In the past few years, Bollywood has been accused of being Hindu-phobic by the champions of the Hindu Rashtra. Films such as PK (2014) and OMG – Oh My God! (2012) were slammed online for allegedly mocking Hinduism and more recently an FIR was lodged against the Anushka Sharma-produced Netflix series Paatal Lok (2020) for disrespecting Hindu sentiments. Kangana Ranaut too called out industry members for allegedly promoting a ‘jihadist agenda’ under the cloak of secularism while referring to Bollywood’s silence on the issue of Kashmiri Pandits in Jammu & Kashmir. The impulse to reject Bollywood as a Hindu-phobic and therefore an anti-national industry has existed for some time despite the industry’s many attempts to resist such an image.
Another right-wing digital news platform OpIndia, infamous for spreading fake news, chose to publish its first news report on Sushant’s death by commenting on how Pakistani actors grieving the death of the late actor were allegedly criticized by their fellow countrymen for mourning the death of a ‘kafir’. A clear attempt by the news platform at establishing who can and cannot rightfully grieve the actor’s death as well as instigate negative feelings towards Muslims.
Interestingly, while journalists like Arnab Goswami have vowed to bring Bollywood to its knees to do right by Sushant, they were quick to dismiss the suicide of student leader and Dalit scholar Rohith Vemula, as a decision emanating from his personal sense of loneliness as opposed to caste-based institutional harassment at the hands of Hyderabad University. Many members of the University faculty and students came forward to testify how Rohith was harassed by the University officials who were in cahoots with the central government and accused Rohith of being an anti-national for raising his voice against the Brahmanical state machinery. It, therefore, comes as no surprise that despite caste and nepotism being the two sides of the same coin in India, as per the right-wing Hindu majoritarian worldview, caste-based oppression does not exist. What exists is meritorious Hindu boys and girls being wronged by ‘Pakistan-loving, nepotistic, seculars’ whose pain can be felt by the middle class, upper-caste Indians.
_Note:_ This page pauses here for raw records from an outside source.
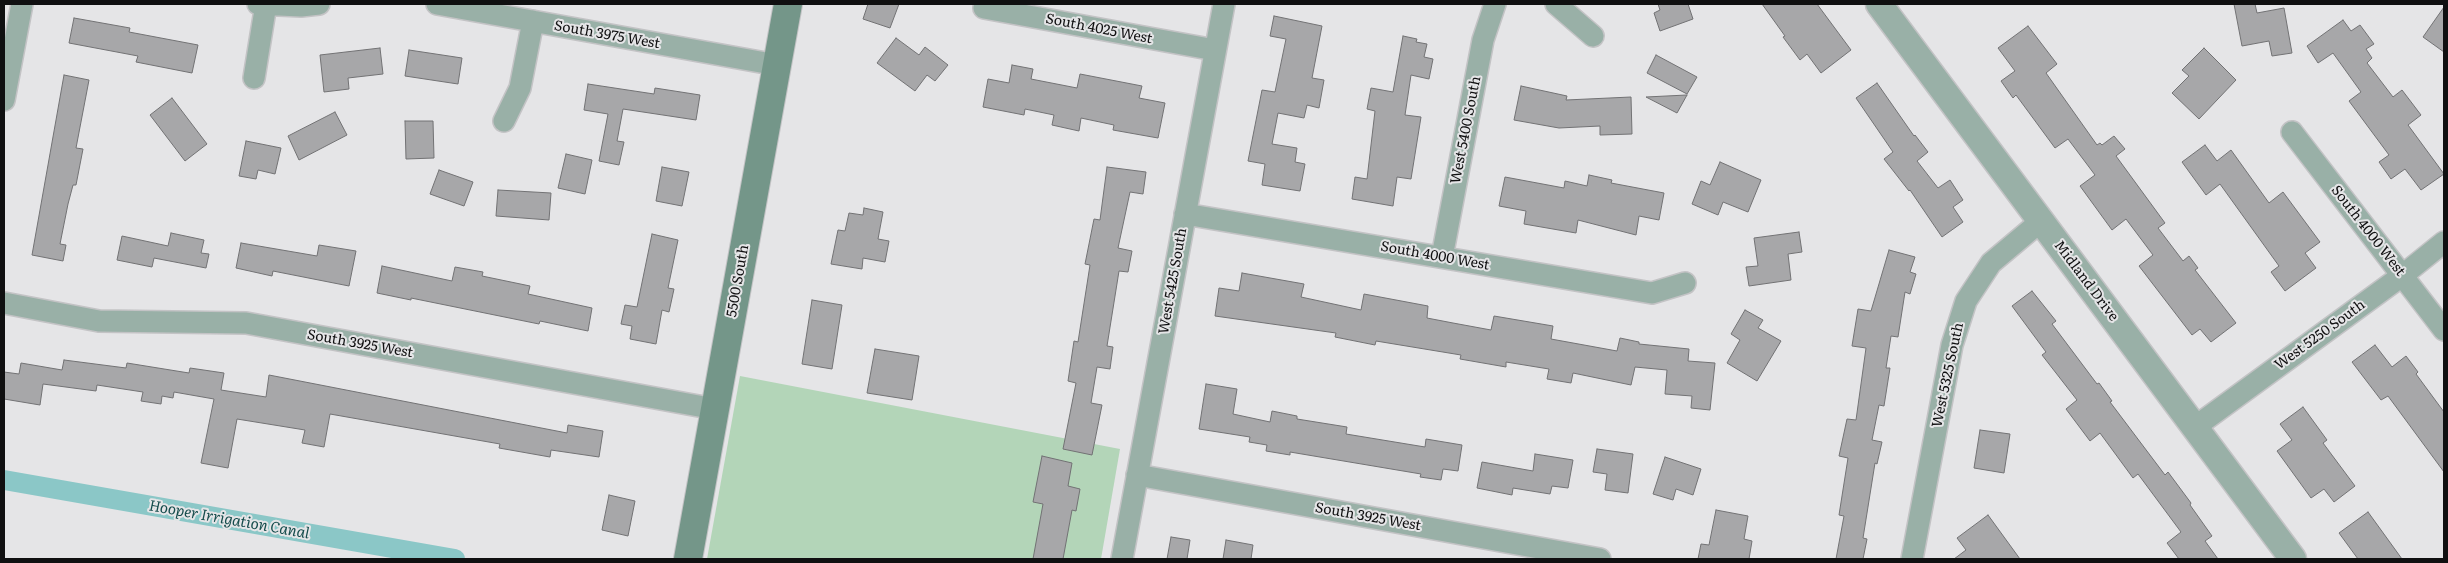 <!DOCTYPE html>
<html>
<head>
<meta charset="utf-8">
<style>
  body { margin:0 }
  #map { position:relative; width:2448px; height:563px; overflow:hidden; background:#e5e5e7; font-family:Literata,serif }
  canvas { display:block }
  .frame { position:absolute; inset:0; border:5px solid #101011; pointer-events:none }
</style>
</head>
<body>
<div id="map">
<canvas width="2448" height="563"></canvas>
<div class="frame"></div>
</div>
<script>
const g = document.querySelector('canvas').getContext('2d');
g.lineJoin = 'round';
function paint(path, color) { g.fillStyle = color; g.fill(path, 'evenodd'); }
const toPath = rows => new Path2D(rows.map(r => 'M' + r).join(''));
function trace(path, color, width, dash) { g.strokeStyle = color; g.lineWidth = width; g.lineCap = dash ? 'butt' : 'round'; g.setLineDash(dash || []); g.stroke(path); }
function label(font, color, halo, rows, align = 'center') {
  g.font = font + ' Literata,serif'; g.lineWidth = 4; g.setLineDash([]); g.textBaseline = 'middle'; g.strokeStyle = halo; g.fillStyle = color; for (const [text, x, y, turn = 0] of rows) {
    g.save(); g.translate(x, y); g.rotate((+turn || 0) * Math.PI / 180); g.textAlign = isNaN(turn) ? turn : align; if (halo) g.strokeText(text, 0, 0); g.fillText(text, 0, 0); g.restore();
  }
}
paint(toPath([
  [740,376,1120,449,1101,559,707,559]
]), '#b3d5b8');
trace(toPath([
  [4,480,455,559]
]), '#8bc7c7', 20);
const building = toPath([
  [868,4,899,4,890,28,863,19,868,4],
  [1658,4,1688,4,1693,19,1660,31,1654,13,1660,10,1658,4],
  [1762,4,1817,4,1851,50,1821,73,1807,54,1800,60,1783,37,1785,36,1762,4],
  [2234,4,2255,4,2257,13,2284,8,2292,53,2272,56,2269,41,2242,46,2234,4],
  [2444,7,2444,52,2423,37,2444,7],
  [1274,16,1322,26,1312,78,1324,80,1319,108,1307,105,1304,118,1278,113,1272,144,1297,148,1295,162,1305,164,1300,191,1262,185,1265,164,1248,161,1262,90,1275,92,1286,39,1270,36,1274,16],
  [74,18,130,28,129,32,198,45,192,73,136,62,138,56,69,43,74,18],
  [2343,20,2351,31,2360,25,2374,44,2366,49,2372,58,2367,63,2393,97,2402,90,2421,115,2408,125,2444,174,2421,190,2405,169,2391,179,2379,162,2389,155,2349,101,2361,92,2333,53,2318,63,2307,46,2343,20],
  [2028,26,2057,64,2046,73,2097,145,2100,143,2102,145,2114,136,2125,149,2116,156,2165,223,2158,228,2183,261,2189,256,2198,268,2195,270,2236,323,2211,342,2200,329,2192,335,2139,266,2153,255,2126,219,2112,230,2080,186,2095,175,2068,139,2055,148,2016,95,2013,98,2001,81,2015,71,1998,48,2028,26],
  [1403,36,1417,39,1416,42,1427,44,1424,57,1433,59,1429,79,1411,75,1405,115,1421,117,1411,179,1397,177,1393,206,1352,199,1355,177,1367,179,1375,111,1367,109,1371,88,1393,92,1403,36],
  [896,38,919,55,925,47,948,65,935,81,927,75,915,91,877,63,896,38],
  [380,48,383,74,348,78,349,89,324,92,320,55,380,48],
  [2204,48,2236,80,2199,119,2172,93,2189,76,2182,70,2204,48],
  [409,50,462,58,458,84,405,76,409,50],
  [1656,55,1697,77,1687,94,1647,73,1656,55],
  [1012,65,1033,69,1031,79,1077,88,1080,74,1142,86,1139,98,1165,103,1158,138,1113,130,1114,125,1081,118,1079,131,1052,125,1054,115,1025,109,1024,115,983,107,988,79,1009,83,1012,65],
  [64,75,89,80,76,148,83,149,76,185,73,185,68,204,60,244,66,245,63,261,32,255,64,75],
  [1877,83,1914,136,1915,135,1928,152,1917,161,1938,188,1950,180,1963,200,1953,207,1963,222,1942,237,1910,190,1909,191,1884,159,1893,152,1856,98,1877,83],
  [588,84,654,94,655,88,700,95,696,120,623,109,617,141,624,142,619,165,599,161,608,114,584,110,588,84],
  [1521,86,1567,96,1566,100,1631,97,1632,134,1600,135,1600,126,1559,128,1514,120,1521,86],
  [1687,95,1677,113,1646,97,1687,95],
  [172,98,207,144,185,161,150,115,172,98],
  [335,112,347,135,299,160,288,136,335,112],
  [405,121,433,121,434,158,406,159,405,121],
  [246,141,281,148,275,174,258,170,256,179,239,176,246,141],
  [2205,145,2217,161,2231,150,2269,203,2283,192,2320,242,2305,253,2316,268,2285,291,2271,272,2279,266,2220,184,2206,195,2182,162,2205,145],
  [566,154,592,160,585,194,558,188,566,154],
  [1720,162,1761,180,1748,212,1723,202,1718,215,1692,204,1701,181,1710,185,1720,162],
  [662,167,689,172,682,206,656,201,662,167],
  [1107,167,1146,172,1143,194,1130,192,1118,248,1132,251,1128,272,1119,271,1107,346,1113,347,1110,369,1097,367,1091,403,1102,405,1092,455,1063,449,1076,383,1068,381,1074,341,1078,342,1090,265,1085,264,1094,219,1100,220,1107,167],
  [439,170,473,182,464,206,430,194,439,170],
  [1589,175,1612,180,1611,183,1664,193,1659,220,1639,216,1636,235,1578,220,1576,233,1524,224,1526,211,1499,206,1505,177,1564,188,1565,181,1587,186,1589,175],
  [498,190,551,193,549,220,496,216,498,190],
  [864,208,883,212,878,239,889,241,885,262,863,258,862,269,831,264,838,230,845,231,849,213,863,215,864,208],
  [1799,232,1802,252,1788,254,1791,280,1749,286,1746,267,1758,266,1754,238,1799,232],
  [171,233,204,240,201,253,209,254,206,268,154,258,152,267,117,260,122,236,168,246,171,233],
  [652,234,678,240,668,288,674,289,669,312,662,310,656,344,630,339,632,326,621,324,625,305,637,307,652,234],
  [241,243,317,256,319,245,356,251,349,286,273,271,272,276,236,268,241,243],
  [1889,250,1915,257,1910,272,1916,274,1910,294,1905,292,1898,337,1891,336,1886,368,1890,368,1884,406,1879,405,1872,440,1882,442,1877,464,1875,463,1863,538,1867,539,1863,559,1836,559,1844,516,1839,515,1848,458,1839,456,1847,419,1856,420,1866,348,1852,346,1858,309,1871,311,1889,250],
  [382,266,452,281,455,267,483,272,482,276,530,286,528,294,592,308,588,331,540,321,539,324,411,298,411,300,377,293,382,266],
  [1242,273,1304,284,1301,297,1361,310,1364,294,1428,306,1427,318,1453,323,1491,330,1494,316,1553,326,1551,339,1617,351,1620,338,1639,342,1639,344,1689,349,1688,361,1715,363,1710,410,1691,408,1692,396,1665,394,1667,370,1635,367,1631,385,1573,373,1571,383,1547,379,1549,369,1506,362,1506,367,1460,359,1461,355,1376,341,1375,345,1335,337,1336,333,1215,316,1219,288,1239,291,1242,273],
  [2032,291,2056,321,2052,324,2097,384,2099,383,2112,401,2110,402,2165,475,2168,472,2191,503,2190,505,2212,536,2205,541,2218,559,2179,559,2167,543,2181,532,2138,474,2133,478,2100,433,2090,441,2066,409,2077,400,2042,355,2046,352,2012,306,2032,291],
  [812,300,842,305,832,369,802,364,812,300],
  [1745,310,1763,320,1758,328,1781,341,1757,381,1727,363,1740,340,1731,334,1745,310],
  [2375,345,2392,367,2406,356,2418,372,2416,374,2444,412,2444,472,2388,396,2381,400,2352,362,2375,345],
  [875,349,919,356,912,400,867,393,875,349],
  [64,360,126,368,127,363,189,373,190,368,224,373,221,390,266,397,269,375,567,433,568,425,603,431,599,457,551,450,550,457,499,448,500,444,330,414,324,447,302,443,305,430,237,419,228,468,201,463,214,399,174,392,173,398,162,396,161,404,141,401,143,392,97,385,96,391,43,384,40,405,4,399,4,372,19,374,21,363,62,370,64,360],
  [1206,384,1237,389,1233,414,1270,422,1272,411,1297,416,1297,419,1347,427,1346,434,1425,447,1426,439,1462,445,1458,471,1443,469,1441,480,1420,477,1421,474,1290,452,1290,455,1266,451,1267,445,1249,442,1250,437,1199,429,1206,384],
  [2303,407,2327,440,2323,443,2355,486,2334,502,2324,489,2311,498,2277,451,2292,440,2280,424,2303,407],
  [1980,430,2010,434,2004,473,1974,468,1980,430],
  [1597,449,1633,454,1628,493,1605,490,1607,474,1593,472,1597,449],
  [1535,454,1573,460,1568,488,1552,486,1550,494,1513,488,1512,495,1477,488,1482,462,1533,471,1535,454],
  [1042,456,1072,463,1068,486,1080,489,1076,511,1072,510,1063,559,1033,559,1043,504,1033,502,1042,456],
  [1665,457,1701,469,1693,495,1676,489,1673,500,1653,494,1665,457],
  [609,495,635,501,628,536,602,530,609,495],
  [1716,510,1748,516,1744,539,1752,541,1749,559,1698,559,1701,544,1709,545,1716,510],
  [2368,512,2402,559,2358,559,2339,533,2368,512],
  [1988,515,2020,559,1954,559,1966,550,1957,538,1988,515],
  [1171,537,1190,540,1187,559,1167,559,1171,537],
  [1226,540,1253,545,1251,559,1223,559,1226,540]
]);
paint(building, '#a7a7a9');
trace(building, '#727274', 1);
const minor = toPath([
  [258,4,301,6,319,4],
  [437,4,777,65],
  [1556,4,1593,36],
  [984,8,1215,50],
  [254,78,266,4],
  [4,100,22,4],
  [504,121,520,88,533,21],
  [2292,132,2444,330],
  [1185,214,1652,293,1685,283],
  [1442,257,1483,40,1495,4],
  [4,303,99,321,246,323,715,409],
  [2195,427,2403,275,2444,242],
  [1137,475,1600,559],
  [1122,559,1224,4],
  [1912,559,1952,345,1966,301,1991,263,2041,221]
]);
const tertiary = toPath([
  [1879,4,2293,559]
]);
const secondary = toPath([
  [688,559,788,4]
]);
trace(minor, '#c3c3c5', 24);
trace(tertiary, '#c3c3c5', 29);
trace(secondary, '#c3c3c5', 30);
trace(minor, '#99b0a7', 21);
trace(tertiary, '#99b0a7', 26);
trace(secondary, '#749689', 28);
label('14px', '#101011', '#e5e5e7', [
  ["South 4025 West",1099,29,11],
  ["South 3975 West",607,35,10],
  ["West 5400 South",1466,130,-79],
  ["South 4000 West",2368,231,52],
  ["South 4000 West",1435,256,10],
  ["5500 South",738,281,-80],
  ["West 5425 South",1173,281,-80],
  ["Midland Drive",2086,281,53],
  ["West 5250 South",2320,335,-36],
  ["South 3925 West",360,344,10],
  ["West 5325 South",1948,375,-78],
  ["South 3925 West",1368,517,10]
]);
label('italic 15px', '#154c4c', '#e5e5e7', [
  ["Hooper Irrigation Canal",229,520,10]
]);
</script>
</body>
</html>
While it is up to investigative agencies to ascertain what circumstances led to Sushant’s death, it remains important to be aware of the dubious track record of right-wing social media and news channels currently propelling much of the discussions surrounding the actor’s demise. Many of these platforms have been complicit in defining the criteria of who can grieve the loss of the late actor based on their nationalistic credentials defined by trolls, a worrisome trend that demands to be critiqued.
Pritha Bhattacharya is a post-graduate in Women’s Studies and a writer based in Mumbai.